Scan the records for lines with the word "garage", and copy every such line.

↓↓↓

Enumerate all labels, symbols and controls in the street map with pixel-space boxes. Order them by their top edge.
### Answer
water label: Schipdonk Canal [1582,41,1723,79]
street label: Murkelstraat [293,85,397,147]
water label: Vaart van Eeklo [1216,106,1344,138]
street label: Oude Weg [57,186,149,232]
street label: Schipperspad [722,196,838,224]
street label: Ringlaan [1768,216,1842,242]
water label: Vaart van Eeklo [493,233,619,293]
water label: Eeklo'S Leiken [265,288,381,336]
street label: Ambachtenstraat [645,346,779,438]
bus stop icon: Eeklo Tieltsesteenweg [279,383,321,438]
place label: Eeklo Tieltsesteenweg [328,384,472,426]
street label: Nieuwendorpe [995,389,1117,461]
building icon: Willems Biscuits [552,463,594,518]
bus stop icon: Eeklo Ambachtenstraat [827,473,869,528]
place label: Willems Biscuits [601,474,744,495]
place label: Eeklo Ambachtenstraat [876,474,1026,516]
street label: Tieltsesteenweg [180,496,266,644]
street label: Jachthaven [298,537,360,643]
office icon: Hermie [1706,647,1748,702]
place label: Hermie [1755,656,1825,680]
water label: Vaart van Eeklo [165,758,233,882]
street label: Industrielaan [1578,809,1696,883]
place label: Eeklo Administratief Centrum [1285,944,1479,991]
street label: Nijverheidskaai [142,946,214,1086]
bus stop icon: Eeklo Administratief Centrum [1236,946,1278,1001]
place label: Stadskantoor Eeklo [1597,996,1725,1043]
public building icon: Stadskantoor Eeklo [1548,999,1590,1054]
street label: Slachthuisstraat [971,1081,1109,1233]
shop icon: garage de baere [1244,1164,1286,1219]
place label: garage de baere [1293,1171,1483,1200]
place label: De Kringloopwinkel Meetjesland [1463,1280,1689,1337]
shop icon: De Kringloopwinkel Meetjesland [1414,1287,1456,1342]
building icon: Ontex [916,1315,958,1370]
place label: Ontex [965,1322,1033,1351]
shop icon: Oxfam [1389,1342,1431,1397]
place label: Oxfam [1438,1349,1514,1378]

↑↑↑

> [OUTPUT]
shop icon: garage de baere [1244,1164,1286,1219]
place label: garage de baere [1293,1171,1483,1200]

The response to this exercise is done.